初バイトを終えた次の日、僕はスネ夫に会っていた。
大学というのは奇妙な場所で、学部が違うと授業で出会うことも基本ないのだ。
これはせっかく一緒の大学に行ったのに、ちょっと残念なことだった。
まあ、出会うことはないと言っても、休み時間に待ち合せたり、キャンパス内ですれ違ったりと、出会う機会がないわけではないんだけど。

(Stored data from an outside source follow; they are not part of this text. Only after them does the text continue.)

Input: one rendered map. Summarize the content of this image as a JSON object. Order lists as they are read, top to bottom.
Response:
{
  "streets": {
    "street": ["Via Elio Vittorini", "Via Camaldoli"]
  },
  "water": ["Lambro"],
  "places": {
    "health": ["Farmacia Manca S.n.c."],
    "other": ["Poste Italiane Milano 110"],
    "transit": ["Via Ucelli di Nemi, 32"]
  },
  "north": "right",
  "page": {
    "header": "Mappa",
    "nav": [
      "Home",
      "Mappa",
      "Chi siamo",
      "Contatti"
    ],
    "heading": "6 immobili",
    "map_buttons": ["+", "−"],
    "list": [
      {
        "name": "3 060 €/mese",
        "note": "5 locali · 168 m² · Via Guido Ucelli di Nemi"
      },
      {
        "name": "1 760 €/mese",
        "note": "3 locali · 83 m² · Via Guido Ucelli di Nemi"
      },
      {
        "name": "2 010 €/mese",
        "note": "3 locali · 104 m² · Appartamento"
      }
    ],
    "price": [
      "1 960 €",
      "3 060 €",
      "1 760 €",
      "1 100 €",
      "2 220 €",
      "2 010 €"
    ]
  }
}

スネ夫「よ、のび太。突然呼び出して、どうしたんだ?」
のび太「バイト先決まったよ。」
スネ夫「おー、そうか。結局バイトにしたんだな。まあ、お前のうちじゃ遊んでる余裕はないもんな」
のび太「サークル活動はピンとくるのがなかったの! 別にバイトしなくても大学ぐらい行けるやい!」
スネ夫「はは、そりゃ悪かったな」
まったく、相変わらず人の家をバカにして。
それでも、昔よりはだいぶマイルドになった気もした。
大人になったってことだろう。
僕も、スネ夫も。
スネ夫「で、どこにしたんだ?」
のび太「スーパーマーケット。パパの友達がやってるとこで、いい感じだったよ」
スネ夫「お前、二番星ならもう少しマシなのあっただろ、家庭教師とかさあ」
のび太「やだよ。人に教えるなんて、僕のガラじゃない」
スネ夫「しずかちゃん似の小学生が相手でもか?」
のび太「え? えへへ、それなら前向きに考えても」
スネ夫「お巡りさん、こいつです」
のび太「って、冗談だよ! そ、そそそ、そんなけしからん仕事なんてやるわけないじゃあないか!」
スネ夫「ホントか?」
のび太「そういうスネ夫はどうなんだよ。なんかバイトしてるのか?」
スネ夫「僕? 僕はパパの秘書っていうか、会社の見習いだね」
のび太「うわ、ずる。七光りじゃないか」
スネ夫「それがそうでもないんだよ。会社ではパパって呼ぶなって言われてるし、先輩秘書さんに厳しく指導されててさ」
のび太「へえ。スネ夫も苦労してるんだなあ」
スネ夫「まあ、その代わり大学では遊んでて構わないって言われてるけどね」
のび太「遊ぶって言えば、どうなの? ロボットサークルってやつ」
スネ夫「ああ、聞いてくれるかい。今は耐荷重とボディの頑丈性の両立の問題に取り組んでで、頑丈性を上げないといけないだが、それには大会の規制が問題でね。鋼鉄製のボディかプラスチック製のボディかでもめてるんだ。もちろんどっちにも利点があるし、それぞれに欠点も……」
のび太(聞かなきゃよかった)
ついうっかりロボットサークルの話を聞いたせいで、スネ夫は小一時間話し続けた。
終わり際に上機嫌になって「また今度話してやるよ」なんて言ってたが、もうたくさんだった。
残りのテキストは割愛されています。